The stock vintage 2010 will be heckled and constrasté. On substance of European sovereign debt crisis, Wall Street was able to detach. The & S P 500 posted a brilliant performance by 23 (in euros) since the beginning of the year, the highest increase annual since 1999, according to Bloomberg. The other is the elbow-to-elbow with emerging markets, which continue to exceed the markets developed as a whole. However, from one country to another, the differences are significant: while the place of Shanghai has disappointed (-6,2 in euros), other, smaller, as the Thailand, saw, they fly their scholarship. But it is probably in Europe that differences are the most notable: there is more a market Europe, but "to" Europe. Evidenced by the bond of 39.5 of the OMX in Stockholm (1), against a decline of 35 of Greek composite index. Two sessions of the closing of the year, the CAC 40 should, he stay in the camp of the "negative", with a decline of 1.2.
Overview of the "winners" and "losers" of 2010 on the major world markets.

Record of Wall Street in euros
S & P 500, which has exceeded its level prior to Lehman Brothers, is in the process of recording his best month of December since 1991. The American index benefited from an effect currency for European investors. While the euro has lost about 8, the S & P 500 recorded an increase of 23 in euros, a record since the creation of the single currency in 1999. Meanwhile, the Dow Jones index won 22.7.
Wall Street has directly benefited from the policy of quantitative easing of the Federal Reserve. "The market rebounded well since the first announcements at the end of summer, said Roland Kaloyan, strategist at Société Générale. The place has also benefited, more recently, the extension of tax relief, which had been implemented by Bush.
An enabling environment, therefore, but also good results to businesses. The S & P 500 companies have largely exceeded expectations. They should register a growth of 37.6 of the profits in 2010, is more than the 30.6 initially planned by analysts in any early this year.
Stock market Europe cut in two
Europe remains behind in the United States. The broad index, Stoxx 600, took "only" 10,53, affected by the values of the countries of the South of the old Continent. On background of the debt crisis, a clear segmentation is created between the markets of the euro area and outside the area. The figures speak for themselves: the Stockholm OMX has made the best performance of the major developed countries included in the MSCI with a 39.5 gain and the Greece resulted in the worst score, with a loss of 35. The Futsee out rather well, with an increase of 15.3. "There was more differentiation between countries and between sectors and values, this year, and this for the first time since 1999.". "It was good idea to have a geographical approach," says Roland Kaloyan.
In the euro area, the heterogeneity has also dominated.
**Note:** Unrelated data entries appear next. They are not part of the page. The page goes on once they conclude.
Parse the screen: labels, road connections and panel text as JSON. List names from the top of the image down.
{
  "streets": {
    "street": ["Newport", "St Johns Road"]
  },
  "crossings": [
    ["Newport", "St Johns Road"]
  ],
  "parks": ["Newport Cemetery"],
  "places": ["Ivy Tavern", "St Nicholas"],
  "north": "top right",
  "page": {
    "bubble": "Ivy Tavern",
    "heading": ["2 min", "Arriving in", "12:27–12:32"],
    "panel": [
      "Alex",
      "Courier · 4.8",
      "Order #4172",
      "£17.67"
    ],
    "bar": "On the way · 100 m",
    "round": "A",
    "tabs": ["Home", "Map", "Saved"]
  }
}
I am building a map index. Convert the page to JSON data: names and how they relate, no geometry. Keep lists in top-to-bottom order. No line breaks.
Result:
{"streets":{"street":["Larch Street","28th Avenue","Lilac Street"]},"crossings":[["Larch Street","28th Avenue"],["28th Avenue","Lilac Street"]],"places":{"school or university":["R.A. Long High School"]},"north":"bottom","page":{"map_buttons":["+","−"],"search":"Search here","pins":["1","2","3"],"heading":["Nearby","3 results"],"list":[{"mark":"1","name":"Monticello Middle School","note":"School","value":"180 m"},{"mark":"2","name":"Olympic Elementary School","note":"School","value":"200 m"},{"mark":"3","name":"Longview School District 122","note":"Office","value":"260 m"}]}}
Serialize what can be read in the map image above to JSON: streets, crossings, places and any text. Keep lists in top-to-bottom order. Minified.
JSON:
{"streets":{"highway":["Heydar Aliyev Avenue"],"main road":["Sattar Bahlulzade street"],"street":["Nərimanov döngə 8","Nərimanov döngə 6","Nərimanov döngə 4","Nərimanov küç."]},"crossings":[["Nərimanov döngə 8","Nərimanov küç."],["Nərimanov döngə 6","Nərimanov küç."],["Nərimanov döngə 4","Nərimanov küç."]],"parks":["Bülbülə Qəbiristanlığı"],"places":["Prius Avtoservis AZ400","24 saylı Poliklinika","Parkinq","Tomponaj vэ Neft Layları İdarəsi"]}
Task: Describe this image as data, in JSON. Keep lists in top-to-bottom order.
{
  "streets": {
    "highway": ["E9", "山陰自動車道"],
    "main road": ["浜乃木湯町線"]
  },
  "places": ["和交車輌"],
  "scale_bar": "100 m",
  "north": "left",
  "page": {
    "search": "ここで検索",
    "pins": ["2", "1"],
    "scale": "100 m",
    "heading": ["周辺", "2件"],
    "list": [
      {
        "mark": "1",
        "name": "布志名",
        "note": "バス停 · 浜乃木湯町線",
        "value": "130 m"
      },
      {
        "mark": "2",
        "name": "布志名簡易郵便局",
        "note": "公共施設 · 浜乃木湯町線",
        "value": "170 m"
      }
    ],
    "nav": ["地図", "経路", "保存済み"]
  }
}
Reflected in the performance of the German and Spanish indexes: the first advanced 17.4 while the second lost 16.4 per cent. "There was a real discrimination between the countries, based on macroeconomic fundamentals such as the weight of the debt." "There is also a good correlation between bond and performance of the stock market," he repeats.
The composition of the indices also played. Those with weight important financial (approximately one-third in the Ibex 35, is two times more than in the DAX, according to calculations by CPR AM) were more penalized. Conversely, export values in particular to the emerging - were they preferred.
The emerging stand
The MSCI Emerging Market rose by 24 (in euros), against 19 for the MSCI World. The gap is much lower than in 2009, but the emerging have received an enabling macroeconomic environment. They were supported by massive inflows into the actions Fund dedicated. Net inflows were $ 92.5 billion, exceeding the previous record (82 billion) in 2009, according to data of EPRF (December 23).
However, market growth is far from being consistent between countries as shown in the disparities within the BRICs (Brazil, Russia, India, China): Micex, in Russia, highly correlated with raw materials, rose by 31.1 while the composite index of Shanghai gave 6.2 since the beginning of the year, placing it at the bottom of the ranking of the annual performance.
More generally, these are small countries which fired their PIN of the game this year. Evidenced by the bond of 69.1 of the Thailand or 82 of the Peru.
"Investors have sought domestic quality stories in strong countries, indicates Martial Godet, responsible for managing emerging of BNP Paribas IP." However, "little" did not necessarily mean "efficient". Many frontier markets - i.e. do not falling within the emerging - have under-performed, the image of the Slovenia. The economic fundamentals of the country have taken into account.
In the MSCI "Frontier Markets", which jumped 29, the Palm is Skri Lanka, with 89 growth (in the MSCI, 119 for the local index). Conversely, Bahrain dropped by more than 15.